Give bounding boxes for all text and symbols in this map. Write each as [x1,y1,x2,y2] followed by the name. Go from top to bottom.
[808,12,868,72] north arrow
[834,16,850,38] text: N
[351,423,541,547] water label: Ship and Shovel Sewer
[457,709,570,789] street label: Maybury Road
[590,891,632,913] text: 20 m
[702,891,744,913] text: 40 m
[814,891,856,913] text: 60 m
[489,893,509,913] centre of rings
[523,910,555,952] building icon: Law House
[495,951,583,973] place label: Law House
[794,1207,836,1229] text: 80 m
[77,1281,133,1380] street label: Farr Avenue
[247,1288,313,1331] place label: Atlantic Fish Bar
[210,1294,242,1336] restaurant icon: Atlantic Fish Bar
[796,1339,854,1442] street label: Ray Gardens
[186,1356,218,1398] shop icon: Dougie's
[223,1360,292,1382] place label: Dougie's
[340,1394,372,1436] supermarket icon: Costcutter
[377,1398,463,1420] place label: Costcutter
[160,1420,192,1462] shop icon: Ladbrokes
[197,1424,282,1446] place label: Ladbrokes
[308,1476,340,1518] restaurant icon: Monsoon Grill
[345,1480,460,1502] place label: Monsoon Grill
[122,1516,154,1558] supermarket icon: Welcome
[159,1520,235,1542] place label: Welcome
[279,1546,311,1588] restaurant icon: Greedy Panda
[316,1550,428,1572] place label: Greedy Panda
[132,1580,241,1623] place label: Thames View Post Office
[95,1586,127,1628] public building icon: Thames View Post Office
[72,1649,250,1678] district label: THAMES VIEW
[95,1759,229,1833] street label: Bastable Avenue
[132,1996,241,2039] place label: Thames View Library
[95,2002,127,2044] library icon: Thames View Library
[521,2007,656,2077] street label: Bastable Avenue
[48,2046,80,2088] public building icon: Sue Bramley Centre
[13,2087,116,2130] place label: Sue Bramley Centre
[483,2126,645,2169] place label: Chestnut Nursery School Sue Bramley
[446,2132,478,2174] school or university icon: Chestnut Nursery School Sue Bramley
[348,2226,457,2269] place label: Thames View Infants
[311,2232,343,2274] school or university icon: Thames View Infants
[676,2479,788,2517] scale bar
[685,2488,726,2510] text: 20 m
#####
## Exercise details
Once you have read the records, write every one of them out again exactly.

## Expected output
Give bounding boxes for all text and symbols in this map. Write each as [x1,y1,x2,y2] followed by the name. Go from top to bottom.
[808,12,868,72] north arrow
[834,16,850,38] text: N
[351,423,541,547] water label: Ship and Shovel Sewer
[457,709,570,789] street label: Maybury Road
[590,891,632,913] text: 20 m
[702,891,744,913] text: 40 m
[814,891,856,913] text: 60 m
[489,893,509,913] centre of rings
[523,910,555,952] building icon: Law House
[495,951,583,973] place label: Law House
[794,1207,836,1229] text: 80 m
[77,1281,133,1380] street label: Farr Avenue
[247,1288,313,1331] place label: Atlantic Fish Bar
[210,1294,242,1336] restaurant icon: Atlantic Fish Bar
[796,1339,854,1442] street label: Ray Gardens
[186,1356,218,1398] shop icon: Dougie's
[223,1360,292,1382] place label: Dougie's
[340,1394,372,1436] supermarket icon: Costcutter
[377,1398,463,1420] place label: Costcutter
[160,1420,192,1462] shop icon: Ladbrokes
[197,1424,282,1446] place label: Ladbrokes
[308,1476,340,1518] restaurant icon: Monsoon Grill
[345,1480,460,1502] place label: Monsoon Grill
[122,1516,154,1558] supermarket icon: Welcome
[159,1520,235,1542] place label: Welcome
[279,1546,311,1588] restaurant icon: Greedy Panda
[316,1550,428,1572] place label: Greedy Panda
[132,1580,241,1623] place label: Thames View Post Office
[95,1586,127,1628] public building icon: Thames View Post Office
[72,1649,250,1678] district label: THAMES VIEW
[95,1759,229,1833] street label: Bastable Avenue
[132,1996,241,2039] place label: Thames View Library
[95,2002,127,2044] library icon: Thames View Library
[521,2007,656,2077] street label: Bastable Avenue
[48,2046,80,2088] public building icon: Sue Bramley Centre
[13,2087,116,2130] place label: Sue Bramley Centre
[483,2126,645,2169] place label: Chestnut Nursery School Sue Bramley
[446,2132,478,2174] school or university icon: Chestnut Nursery School Sue Bramley
[348,2226,457,2269] place label: Thames View Infants
[311,2232,343,2274] school or university icon: Thames View Infants
[676,2479,788,2517] scale bar
[685,2488,726,2510] text: 20 m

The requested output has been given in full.